The powerful all-rounder Roglic insisted he had little knowledge of the stage ahead, saying of Monday’s mountain pass finish, however, “from what I can see, it’s a super hard climb, we will have to give it everything.” “The stage will be nervous again, too, as it could be windy on the flatter part of the course, and then on the climb, we can expect some time gaps between the GC guys.”
– Teamwork pays for Belgian minnows –
The stage two victory means Philipsen rounded out a trio of victories for the second-tier team after Tim Merlier won the first bunch sprint on the Giro d’Italia and on the Tour de France this year.
“It just shows how everyone from the team is really motivated,” said Philipsen, who finished in the top three six times on the Tour in July. “I had a lot of support, and this is how we can win sprints.
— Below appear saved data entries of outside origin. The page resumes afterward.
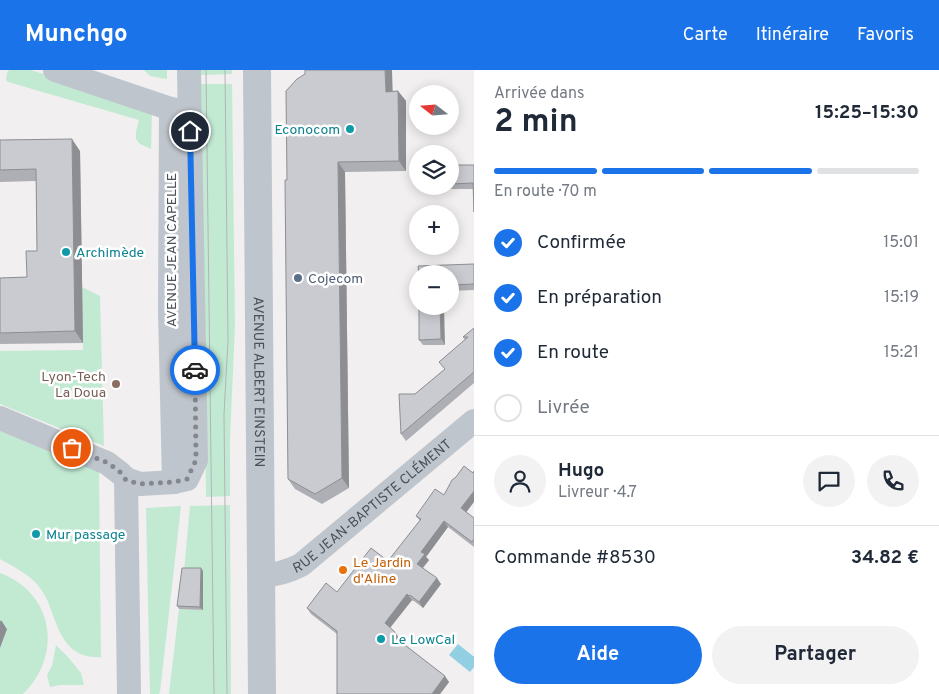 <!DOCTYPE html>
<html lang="fr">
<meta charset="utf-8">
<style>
body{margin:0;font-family:Overpass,sans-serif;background:#f2f2f3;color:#1f2937;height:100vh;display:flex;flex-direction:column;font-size:19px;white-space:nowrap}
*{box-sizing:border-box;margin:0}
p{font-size:16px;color:#747a83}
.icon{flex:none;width:28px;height:28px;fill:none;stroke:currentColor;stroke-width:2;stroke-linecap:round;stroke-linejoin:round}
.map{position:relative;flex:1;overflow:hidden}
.side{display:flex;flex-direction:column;background:#fff;width:465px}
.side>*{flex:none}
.needle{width:32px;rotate:287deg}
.controls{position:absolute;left:409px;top:15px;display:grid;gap:10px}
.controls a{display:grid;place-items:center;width:50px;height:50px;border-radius:50%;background:#fff;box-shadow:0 2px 12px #0003;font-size:25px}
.pin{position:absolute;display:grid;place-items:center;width:42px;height:42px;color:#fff;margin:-21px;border:2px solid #fff;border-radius:50%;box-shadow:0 1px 5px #0007}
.courier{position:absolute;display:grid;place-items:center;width:50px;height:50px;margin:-25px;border:4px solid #1a73e8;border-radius:50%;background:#fff;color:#222;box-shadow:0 1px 6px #0007}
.head em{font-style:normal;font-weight:700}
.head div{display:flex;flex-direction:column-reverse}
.head{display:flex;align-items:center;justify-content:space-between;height:85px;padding:0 20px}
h1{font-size:32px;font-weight:700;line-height:38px}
.bar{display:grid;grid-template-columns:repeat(4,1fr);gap:8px 5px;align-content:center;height:60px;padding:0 20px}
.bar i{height:6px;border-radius:4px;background:#e0e1e3}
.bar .current{background:#1a73e8}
.bar p{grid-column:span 4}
.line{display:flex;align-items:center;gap:12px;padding:0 20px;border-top:1px solid #e0e1e3}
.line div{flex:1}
.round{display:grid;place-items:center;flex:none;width:52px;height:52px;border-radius:26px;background:#f2f2f3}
ol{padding:0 20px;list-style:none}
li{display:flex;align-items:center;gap:15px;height:55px}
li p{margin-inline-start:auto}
li .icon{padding:5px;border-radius:50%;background:#1a73e8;color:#fff;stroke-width:4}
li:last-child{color:#747a83}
li i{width:28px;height:28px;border:2px solid #e0e1e3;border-radius:50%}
.button{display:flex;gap:10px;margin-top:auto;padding:10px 20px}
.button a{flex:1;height:58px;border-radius:30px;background:#1a73e8;color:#fff;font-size:20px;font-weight:700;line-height:58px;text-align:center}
.button a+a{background:#f2f2f3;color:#1f2937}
header{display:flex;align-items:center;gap:30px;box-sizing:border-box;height:70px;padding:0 25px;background:#1a73e8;color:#fff}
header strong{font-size:24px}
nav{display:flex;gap:28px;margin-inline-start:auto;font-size:18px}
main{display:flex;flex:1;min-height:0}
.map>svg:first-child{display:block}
</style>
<header>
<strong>Munchgo</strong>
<nav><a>Carte</a><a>Itinéraire</a><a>Favoris</a></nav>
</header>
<main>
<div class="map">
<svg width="474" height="624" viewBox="0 0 474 624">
<rect width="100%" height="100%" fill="#f1efef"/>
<path fill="#c2ead3" d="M9,0H31L152,40L151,79L140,74L136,69V62L139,50L8,12L6,10L7,3Z
M144,0H167V9L150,6Z
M201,0H232V4L201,5Z
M201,14H232L235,257L230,367V426L206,427Z
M82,217L100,226L104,376L0,334V281L83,280Z
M0,361L99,402L101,587C77,589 64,575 56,553C50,540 50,531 40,518C31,505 14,497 0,489Z
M230,435L231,624H169L179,539L202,540L184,501L190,436Z
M181,436L160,622L159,624H150L146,438Z
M0,503C54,523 63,585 23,624H0V577L7,557L0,554Z
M56,575L68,587L81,603L84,615H60L50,617L47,605L52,596Z"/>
<path fill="#93cfe3" d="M458,574L473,586H474V597L470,602L449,585Z"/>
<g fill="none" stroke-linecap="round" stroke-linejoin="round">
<g stroke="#bfc5cc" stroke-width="24">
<path d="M55,0L171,39L186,42"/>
<path d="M171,39L170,241L174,412"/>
<path d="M0,348L107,393L120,403L126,409"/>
<path id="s1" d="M261,506C276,505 287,502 301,495L474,351"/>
<path d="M129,624L126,409L140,414L174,412L187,409L196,390L189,0"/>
</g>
<path stroke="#bfc5cc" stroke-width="28" id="s2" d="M257,0L262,624"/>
<path stroke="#b2b4b8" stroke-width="1" d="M206,0L214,624
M225,0L228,271L224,344L227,624"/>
</g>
<path fill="#adafb4" d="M305,4L392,21H398L406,31V101L345,102L349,418L322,434L295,419L288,409L287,110Z
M0,70L80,81L83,273L0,274V208L27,207L37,181L36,111L0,112Z
M450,95H474V119H422L419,116H450Z
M474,194V220L450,221V204Z
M419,236L445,275H423L419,270Z
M474,258V313L406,371L401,364L415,324L445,299L439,292L465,270L463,267Z
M466,442L474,448V477L448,457L426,487L429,490L423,498L441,514L423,538L414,531H413L412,530L390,558L399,568L398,569L449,612L440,624H337V564L311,544L307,538L337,522L388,491L420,451L416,446Z
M203,501V540L179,539L177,536Z"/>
<path fill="#8d8e92" d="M385,0H392L393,32L386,22Z
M398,21L406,31V101L399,91Z
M72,69L80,81L83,273L75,261Z
M338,92L345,102L349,418L342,408Z
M440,236H444L445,275L441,269Z
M474,421V432L465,444L461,438Z
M444,451L448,457L426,487L429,490L421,500L417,494L421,482Z
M201,498L203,501V540L200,537Z
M437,508L441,514L423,538L419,532Z
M407,524L412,530L389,559L385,553Z
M1,550L7,559L0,578V552Z
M395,562L399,568L396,571L392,565Z
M445,606L449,612L440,624H432Z"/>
<path fill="#c9cbd1" stroke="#8d8e92" d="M305,0H385L386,22L398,21L399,91L338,92L342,408L315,424L288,409L285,110H287L286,21L297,9L305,4Z
M72,69L75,261L0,263V208L27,207L26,181H37L36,99L0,100V70Z
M450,95H474V142L473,113L450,114Z
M474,194V214L450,215V204H419L418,196Z
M419,236H440L441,269L419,270Z
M474,258V302L401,364L399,324H415L445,299L439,292L468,267H463Z
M464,396L473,403L474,401V421L461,438L474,448V469L472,472L444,451L421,482L425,484L417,494L437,508L419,532L410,525L409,526L407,524L385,553L395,562L392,565L445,606L432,624H337V561L307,538L326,513L337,522L371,478L388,491L421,449L416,446L435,419L444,425L452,410L456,407Z
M182,498H201L200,537L177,536Z"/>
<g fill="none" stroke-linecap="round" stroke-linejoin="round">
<path stroke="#84888e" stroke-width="5" stroke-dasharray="0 9" d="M72,378L108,393L120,402L126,410L140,414L174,412L187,409L196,390L195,300"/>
<path stroke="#1a73e8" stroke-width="6" d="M190,61L195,300"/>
</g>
<g fill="#0f9aa8" stroke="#fff" stroke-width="2">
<circle cx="350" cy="59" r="5"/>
<circle cx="66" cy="182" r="5"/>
<circle cx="36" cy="464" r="5"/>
<circle cx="381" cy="569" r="5"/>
</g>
<circle fill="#5c6f8a" stroke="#fff" stroke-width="2" cx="298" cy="208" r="5"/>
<circle fill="#8d6e63" stroke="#fff" stroke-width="2" cx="116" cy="314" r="5"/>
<circle fill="#e8710a" stroke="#fff" stroke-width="2" cx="343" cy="500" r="5"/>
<g text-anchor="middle" stroke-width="5" stroke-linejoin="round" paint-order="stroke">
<g font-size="14" fill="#0d838f" stroke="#fff" text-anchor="start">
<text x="340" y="64" text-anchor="end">Econocom</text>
<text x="76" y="187">Archimède</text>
<text x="46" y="469">Mur passage</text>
<text x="391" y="574">Le LowCal</text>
</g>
<g font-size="14" fill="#49515a" stroke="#fff">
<text transform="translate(171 180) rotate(-90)" y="5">AVENUE JEAN CAPELLE</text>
<text dy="5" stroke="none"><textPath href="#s2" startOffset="312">AVENUE ALBERT EINSTEIN</textPath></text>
<text dy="5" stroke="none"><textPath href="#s1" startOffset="134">RUE JEAN-BAPTISTE CLÉMENT</textPath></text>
</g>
<g font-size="14" fill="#4e5e75" stroke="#fff" text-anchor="start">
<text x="308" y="213">Cojecom</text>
</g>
<g font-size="14" fill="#785e54" stroke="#fff" text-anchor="end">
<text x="106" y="311">Lyon-Tech<tspan x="106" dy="16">La Doua</tspan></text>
</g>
<g font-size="14" fill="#c56008" stroke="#fff" text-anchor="start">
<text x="353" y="497">Le Jardin<tspan x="353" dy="16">d'Aline</tspan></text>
</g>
</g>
</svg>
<div class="controls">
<a><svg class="needle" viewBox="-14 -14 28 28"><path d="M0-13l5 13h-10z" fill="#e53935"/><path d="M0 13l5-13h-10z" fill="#747a83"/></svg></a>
<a><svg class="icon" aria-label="layers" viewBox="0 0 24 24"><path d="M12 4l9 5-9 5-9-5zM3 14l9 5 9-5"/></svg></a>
<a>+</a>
<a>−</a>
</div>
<div class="pin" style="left:72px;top:378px;background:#ea580c"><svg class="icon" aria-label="bag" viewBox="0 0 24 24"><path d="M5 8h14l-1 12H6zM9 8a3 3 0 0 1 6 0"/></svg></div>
<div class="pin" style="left:190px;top:61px;background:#1f2937"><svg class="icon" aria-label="home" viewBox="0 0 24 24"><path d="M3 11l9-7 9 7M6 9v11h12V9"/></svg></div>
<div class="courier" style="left:195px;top:300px"><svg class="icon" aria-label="car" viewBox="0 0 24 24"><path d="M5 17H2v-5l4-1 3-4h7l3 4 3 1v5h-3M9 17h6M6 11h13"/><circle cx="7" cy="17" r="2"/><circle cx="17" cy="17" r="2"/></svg></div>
</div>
<section class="side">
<div class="head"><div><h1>2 min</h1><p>Arrivée dans</p></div><em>15:25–15:30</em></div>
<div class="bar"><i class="current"></i><i class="current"></i><i class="current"></i><i></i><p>En route · 70 m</p></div>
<ol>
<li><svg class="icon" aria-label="check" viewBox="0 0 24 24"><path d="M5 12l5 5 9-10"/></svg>Confirmée<p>15:01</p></li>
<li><svg class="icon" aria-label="check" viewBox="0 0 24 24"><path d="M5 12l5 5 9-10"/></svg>En préparation<p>15:19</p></li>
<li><svg class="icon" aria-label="check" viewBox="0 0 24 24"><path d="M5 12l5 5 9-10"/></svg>En route<p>15:21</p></li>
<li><i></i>Livrée</li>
</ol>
<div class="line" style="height:90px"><a class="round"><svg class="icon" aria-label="person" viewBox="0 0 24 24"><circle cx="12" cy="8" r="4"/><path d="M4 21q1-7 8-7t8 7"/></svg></a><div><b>Hugo</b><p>Livreur · 4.7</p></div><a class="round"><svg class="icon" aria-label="chat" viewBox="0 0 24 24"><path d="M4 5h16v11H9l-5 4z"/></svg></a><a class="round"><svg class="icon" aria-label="phone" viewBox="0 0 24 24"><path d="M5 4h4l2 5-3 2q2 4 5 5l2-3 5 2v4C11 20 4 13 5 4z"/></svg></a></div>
<div class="line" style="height:65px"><div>Commande #8530</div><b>34.82 €</b></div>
<div class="button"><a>Aide</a><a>Partager</a></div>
</section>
</main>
Each of us can be very happy tonight, and we start this Grand Tour in a good way.”
The team celebrated vigorously at the finish line on the outskirts of the city with Philpsen shouting to his teammates: “Great team effort.” Dutch runner-up Deceuninck Quick-Step’s Jakobsen, can also be happy with his return to form after suffering almost fatal injuries on the Tour of Poland a year ago when crashing into a pole during a bunch sprint and losing all his teeth.
Philipsen beat him by centimeters after gambling on an inside run near the barriers, while Jakobsen went a long way round and just missed out. Olympic mountain bike champion Tom Pidcock said on Saturday he had a horrible day, and on Sunday stopped racing with around 3km to go and cruising home dead last.
Maybe saving his powder for Monday on what is his first Grand Tour. The third stage is the first summit finish, coming after a long rolling run, with sections of the final ascent at a 17 percent gradient that will create significant gaps in the finishing times.